[[ EXTRACTED INFORMATION open ]]

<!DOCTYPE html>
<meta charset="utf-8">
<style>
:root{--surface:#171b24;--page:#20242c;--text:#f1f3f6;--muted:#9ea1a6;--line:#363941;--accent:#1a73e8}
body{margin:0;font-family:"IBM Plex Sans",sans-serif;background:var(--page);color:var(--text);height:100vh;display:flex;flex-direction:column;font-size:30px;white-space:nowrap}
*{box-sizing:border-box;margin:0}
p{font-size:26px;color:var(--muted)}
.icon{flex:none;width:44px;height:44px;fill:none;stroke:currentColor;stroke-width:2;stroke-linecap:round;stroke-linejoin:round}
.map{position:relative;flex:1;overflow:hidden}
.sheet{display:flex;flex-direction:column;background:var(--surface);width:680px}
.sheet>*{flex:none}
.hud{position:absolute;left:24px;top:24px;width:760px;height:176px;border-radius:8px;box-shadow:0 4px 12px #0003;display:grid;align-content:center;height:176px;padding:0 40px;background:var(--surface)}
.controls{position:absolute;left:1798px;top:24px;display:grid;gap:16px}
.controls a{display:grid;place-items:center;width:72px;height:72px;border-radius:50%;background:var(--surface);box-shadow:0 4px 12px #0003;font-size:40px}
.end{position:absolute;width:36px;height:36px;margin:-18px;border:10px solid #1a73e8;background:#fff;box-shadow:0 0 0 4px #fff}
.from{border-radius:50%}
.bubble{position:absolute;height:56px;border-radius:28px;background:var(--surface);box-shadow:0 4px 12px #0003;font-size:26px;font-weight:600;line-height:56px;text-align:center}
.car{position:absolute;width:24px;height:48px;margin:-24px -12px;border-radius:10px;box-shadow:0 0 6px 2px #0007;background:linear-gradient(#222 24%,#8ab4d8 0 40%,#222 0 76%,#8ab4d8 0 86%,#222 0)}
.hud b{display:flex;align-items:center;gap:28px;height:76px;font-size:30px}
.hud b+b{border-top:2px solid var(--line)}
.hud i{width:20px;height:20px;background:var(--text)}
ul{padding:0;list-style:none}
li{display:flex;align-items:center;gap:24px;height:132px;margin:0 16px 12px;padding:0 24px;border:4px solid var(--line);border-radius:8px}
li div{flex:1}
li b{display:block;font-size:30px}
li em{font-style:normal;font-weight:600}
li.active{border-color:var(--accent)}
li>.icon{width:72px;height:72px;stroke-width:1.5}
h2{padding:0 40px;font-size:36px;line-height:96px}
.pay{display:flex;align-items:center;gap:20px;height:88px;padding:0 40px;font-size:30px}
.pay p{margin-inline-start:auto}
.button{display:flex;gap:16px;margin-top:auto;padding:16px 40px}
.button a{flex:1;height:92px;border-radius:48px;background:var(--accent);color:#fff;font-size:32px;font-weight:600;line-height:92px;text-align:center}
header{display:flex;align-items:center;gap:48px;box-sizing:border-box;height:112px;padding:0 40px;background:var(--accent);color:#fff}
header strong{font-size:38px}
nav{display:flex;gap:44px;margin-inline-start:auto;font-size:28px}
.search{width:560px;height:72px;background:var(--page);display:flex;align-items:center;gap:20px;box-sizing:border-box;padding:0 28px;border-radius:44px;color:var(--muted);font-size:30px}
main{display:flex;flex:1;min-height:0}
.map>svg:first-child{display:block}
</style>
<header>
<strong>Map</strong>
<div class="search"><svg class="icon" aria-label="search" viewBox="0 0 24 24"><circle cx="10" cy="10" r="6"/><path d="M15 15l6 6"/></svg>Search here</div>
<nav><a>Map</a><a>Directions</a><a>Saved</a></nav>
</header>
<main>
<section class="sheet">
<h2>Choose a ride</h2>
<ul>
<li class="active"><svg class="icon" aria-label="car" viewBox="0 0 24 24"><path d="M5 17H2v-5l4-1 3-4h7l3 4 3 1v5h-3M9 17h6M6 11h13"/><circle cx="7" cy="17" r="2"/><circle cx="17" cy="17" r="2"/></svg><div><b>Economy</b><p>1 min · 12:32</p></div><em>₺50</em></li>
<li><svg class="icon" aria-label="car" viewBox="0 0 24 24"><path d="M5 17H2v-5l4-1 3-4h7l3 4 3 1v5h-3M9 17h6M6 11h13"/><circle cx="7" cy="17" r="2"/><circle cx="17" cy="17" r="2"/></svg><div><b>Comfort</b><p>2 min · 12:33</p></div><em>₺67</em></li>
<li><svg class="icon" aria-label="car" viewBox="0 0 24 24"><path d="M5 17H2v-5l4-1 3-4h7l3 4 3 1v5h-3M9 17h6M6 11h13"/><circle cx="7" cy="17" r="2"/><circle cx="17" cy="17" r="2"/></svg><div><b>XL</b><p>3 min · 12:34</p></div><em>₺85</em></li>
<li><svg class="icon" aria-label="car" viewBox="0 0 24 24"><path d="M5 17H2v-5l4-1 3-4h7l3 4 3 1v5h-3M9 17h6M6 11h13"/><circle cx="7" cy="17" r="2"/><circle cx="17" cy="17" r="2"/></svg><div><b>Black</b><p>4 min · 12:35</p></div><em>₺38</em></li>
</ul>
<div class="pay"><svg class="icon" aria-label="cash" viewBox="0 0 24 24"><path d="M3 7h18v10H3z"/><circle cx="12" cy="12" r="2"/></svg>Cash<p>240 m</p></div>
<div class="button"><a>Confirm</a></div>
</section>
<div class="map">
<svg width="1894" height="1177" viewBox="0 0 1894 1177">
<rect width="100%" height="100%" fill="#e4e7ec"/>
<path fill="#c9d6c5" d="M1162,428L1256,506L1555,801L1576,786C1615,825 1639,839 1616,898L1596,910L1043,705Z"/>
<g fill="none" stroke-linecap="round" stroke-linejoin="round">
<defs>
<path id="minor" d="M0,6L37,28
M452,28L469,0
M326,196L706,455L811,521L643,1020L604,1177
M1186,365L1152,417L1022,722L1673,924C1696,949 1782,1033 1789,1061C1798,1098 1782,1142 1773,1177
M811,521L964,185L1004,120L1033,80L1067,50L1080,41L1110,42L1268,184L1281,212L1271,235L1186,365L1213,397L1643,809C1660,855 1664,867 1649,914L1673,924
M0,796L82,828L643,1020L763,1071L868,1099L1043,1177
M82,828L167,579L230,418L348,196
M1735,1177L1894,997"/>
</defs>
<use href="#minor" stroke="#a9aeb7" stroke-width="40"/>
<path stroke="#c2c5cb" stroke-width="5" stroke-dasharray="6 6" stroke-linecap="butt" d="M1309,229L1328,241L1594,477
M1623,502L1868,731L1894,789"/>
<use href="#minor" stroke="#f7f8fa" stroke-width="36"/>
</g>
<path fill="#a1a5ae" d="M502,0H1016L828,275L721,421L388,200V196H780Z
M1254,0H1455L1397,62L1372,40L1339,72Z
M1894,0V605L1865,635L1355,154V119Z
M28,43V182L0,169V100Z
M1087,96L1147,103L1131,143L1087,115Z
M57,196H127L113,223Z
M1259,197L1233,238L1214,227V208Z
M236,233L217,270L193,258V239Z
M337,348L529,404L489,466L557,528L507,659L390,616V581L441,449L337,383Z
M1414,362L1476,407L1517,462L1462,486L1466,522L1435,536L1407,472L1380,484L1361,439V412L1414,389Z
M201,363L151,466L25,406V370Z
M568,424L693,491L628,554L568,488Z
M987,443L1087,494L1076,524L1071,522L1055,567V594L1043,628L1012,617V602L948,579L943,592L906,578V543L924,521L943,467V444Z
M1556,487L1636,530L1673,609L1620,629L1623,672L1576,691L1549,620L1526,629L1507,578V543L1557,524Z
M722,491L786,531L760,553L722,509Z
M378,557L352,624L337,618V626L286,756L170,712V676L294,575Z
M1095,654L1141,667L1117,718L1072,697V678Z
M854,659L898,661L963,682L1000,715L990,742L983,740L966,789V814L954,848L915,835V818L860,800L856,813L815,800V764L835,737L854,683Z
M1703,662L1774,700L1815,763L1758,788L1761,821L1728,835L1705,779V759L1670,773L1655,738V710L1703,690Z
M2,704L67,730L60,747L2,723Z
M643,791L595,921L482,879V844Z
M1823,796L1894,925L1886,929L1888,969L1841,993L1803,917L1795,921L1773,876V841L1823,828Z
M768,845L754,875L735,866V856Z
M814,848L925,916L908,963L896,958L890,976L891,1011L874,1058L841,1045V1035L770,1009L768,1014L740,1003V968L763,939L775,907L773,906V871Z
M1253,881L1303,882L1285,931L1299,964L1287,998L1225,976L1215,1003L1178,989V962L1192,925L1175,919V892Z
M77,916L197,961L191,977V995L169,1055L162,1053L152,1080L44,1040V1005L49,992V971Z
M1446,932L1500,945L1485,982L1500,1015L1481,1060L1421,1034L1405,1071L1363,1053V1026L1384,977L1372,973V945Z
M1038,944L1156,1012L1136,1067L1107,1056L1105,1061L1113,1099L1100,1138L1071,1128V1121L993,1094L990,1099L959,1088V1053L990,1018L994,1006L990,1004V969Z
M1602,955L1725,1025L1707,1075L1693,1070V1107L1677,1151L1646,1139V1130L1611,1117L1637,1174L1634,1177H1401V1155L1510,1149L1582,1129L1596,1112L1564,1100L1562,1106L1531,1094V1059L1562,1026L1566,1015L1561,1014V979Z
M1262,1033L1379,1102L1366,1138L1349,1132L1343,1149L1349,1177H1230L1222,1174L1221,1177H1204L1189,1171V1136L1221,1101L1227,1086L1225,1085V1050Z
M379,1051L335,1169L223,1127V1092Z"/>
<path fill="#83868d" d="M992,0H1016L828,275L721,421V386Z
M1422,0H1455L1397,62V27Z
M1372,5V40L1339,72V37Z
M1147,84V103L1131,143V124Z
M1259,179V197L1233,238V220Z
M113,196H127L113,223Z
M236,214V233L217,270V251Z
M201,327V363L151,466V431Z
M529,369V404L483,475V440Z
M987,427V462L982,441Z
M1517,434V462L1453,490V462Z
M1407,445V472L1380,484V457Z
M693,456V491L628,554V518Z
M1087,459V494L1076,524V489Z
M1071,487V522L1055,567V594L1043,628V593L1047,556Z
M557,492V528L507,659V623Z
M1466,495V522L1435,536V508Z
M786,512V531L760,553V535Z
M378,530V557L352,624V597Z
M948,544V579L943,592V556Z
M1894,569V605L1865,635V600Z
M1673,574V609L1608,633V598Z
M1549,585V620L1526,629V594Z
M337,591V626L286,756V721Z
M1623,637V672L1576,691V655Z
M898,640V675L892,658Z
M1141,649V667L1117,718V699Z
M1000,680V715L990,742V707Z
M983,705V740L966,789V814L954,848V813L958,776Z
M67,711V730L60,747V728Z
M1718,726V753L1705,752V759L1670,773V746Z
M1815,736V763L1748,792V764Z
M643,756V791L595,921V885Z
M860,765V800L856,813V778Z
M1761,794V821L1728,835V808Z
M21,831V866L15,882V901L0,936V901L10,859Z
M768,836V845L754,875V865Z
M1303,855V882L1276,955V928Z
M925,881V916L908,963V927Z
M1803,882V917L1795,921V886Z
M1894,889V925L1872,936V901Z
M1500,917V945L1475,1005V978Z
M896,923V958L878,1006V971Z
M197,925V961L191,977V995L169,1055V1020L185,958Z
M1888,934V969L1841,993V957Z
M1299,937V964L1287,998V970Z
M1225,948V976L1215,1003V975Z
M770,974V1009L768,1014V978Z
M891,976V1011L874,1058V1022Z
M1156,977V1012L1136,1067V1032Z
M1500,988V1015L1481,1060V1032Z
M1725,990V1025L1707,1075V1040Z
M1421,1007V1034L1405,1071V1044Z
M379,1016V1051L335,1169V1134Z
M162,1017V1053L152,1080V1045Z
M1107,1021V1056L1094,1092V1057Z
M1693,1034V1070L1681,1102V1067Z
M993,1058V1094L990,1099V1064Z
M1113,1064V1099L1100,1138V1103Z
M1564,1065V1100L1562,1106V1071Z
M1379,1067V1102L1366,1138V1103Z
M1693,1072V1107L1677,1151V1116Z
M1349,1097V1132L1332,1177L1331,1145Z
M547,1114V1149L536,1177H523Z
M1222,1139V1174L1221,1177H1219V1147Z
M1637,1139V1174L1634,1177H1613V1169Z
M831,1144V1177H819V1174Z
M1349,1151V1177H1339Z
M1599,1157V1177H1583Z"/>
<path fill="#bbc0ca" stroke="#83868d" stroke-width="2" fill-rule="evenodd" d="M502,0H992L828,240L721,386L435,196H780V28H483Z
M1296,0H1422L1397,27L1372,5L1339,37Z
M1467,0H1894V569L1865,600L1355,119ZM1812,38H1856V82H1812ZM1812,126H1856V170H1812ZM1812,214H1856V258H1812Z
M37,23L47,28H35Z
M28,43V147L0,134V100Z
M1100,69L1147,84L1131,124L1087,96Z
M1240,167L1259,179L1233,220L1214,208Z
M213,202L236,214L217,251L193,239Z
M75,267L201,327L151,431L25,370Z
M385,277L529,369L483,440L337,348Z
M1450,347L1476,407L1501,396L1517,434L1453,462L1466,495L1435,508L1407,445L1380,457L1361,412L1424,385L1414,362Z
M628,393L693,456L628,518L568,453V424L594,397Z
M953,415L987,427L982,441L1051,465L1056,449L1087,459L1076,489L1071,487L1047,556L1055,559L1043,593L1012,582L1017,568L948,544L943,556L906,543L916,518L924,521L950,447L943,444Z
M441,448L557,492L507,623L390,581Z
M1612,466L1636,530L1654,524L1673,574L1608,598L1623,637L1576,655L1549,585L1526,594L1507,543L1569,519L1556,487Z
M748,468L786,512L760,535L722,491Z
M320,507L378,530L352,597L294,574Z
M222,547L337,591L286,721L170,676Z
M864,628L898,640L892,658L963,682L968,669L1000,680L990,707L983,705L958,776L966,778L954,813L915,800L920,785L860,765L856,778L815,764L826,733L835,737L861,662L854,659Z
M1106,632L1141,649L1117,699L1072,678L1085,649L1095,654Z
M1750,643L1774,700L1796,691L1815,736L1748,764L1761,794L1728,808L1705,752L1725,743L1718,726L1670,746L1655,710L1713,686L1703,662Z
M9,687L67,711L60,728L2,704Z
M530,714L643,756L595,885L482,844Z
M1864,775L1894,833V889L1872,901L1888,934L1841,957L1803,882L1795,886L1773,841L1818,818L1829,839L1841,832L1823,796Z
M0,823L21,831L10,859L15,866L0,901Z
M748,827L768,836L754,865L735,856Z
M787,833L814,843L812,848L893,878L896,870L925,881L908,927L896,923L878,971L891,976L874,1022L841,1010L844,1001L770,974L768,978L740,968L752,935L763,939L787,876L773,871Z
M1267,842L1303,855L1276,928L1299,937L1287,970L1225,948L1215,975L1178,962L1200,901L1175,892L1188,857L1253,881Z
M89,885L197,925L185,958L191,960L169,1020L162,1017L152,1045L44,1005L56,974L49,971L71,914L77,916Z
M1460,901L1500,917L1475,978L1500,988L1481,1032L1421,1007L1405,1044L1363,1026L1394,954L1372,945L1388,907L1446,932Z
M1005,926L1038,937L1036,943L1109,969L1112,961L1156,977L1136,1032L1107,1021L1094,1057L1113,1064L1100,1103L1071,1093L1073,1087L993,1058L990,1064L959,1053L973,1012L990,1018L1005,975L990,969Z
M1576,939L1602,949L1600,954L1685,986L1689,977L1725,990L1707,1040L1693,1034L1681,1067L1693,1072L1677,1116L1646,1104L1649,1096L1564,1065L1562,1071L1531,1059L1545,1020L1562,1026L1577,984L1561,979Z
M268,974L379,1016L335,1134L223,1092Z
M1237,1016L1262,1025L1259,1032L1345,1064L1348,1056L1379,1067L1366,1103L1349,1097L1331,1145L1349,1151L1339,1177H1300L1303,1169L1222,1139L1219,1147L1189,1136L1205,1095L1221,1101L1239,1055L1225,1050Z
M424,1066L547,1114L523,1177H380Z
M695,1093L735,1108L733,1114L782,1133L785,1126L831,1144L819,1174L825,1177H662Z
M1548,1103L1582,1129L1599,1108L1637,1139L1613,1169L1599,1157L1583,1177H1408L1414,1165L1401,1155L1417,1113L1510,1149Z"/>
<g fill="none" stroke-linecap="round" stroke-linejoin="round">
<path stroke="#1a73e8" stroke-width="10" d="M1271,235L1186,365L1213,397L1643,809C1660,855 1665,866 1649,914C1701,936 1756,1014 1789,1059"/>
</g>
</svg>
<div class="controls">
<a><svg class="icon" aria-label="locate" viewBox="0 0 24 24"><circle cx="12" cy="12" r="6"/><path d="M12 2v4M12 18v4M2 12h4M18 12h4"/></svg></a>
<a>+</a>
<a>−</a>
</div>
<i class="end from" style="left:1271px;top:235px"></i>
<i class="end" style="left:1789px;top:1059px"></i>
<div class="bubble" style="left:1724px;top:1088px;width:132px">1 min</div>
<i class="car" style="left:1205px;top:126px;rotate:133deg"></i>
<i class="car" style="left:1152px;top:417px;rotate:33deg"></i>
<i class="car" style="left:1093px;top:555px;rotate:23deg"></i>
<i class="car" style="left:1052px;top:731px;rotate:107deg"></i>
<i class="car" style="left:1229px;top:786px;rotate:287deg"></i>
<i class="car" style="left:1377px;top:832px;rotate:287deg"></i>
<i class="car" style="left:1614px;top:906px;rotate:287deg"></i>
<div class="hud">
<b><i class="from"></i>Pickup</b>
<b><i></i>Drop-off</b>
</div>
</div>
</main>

[[ EXTRACTED INFORMATION closed ]]

#### [WHAT YOU HAVE TO DO]
Go line by line through the data, copying each one that contains the word "grid".

#### [EXERCISE ANSWER]
.hud{position:absolute;left:24px;top:24px;width:760px;height:176px;border-radius:8px;box-shadow:0 4px 12px #0003;display:grid;align-content:center;height:176px;padding:0 40px;background:var(--surface)}
.controls{position:absolute;left:1798px;top:24px;display:grid;gap:16px}
.controls a{display:grid;place-items:center;width:72px;height:72px;border-radius:50%;background:var(--surface);box-shadow:0 4px 12px #0003;font-size:40px}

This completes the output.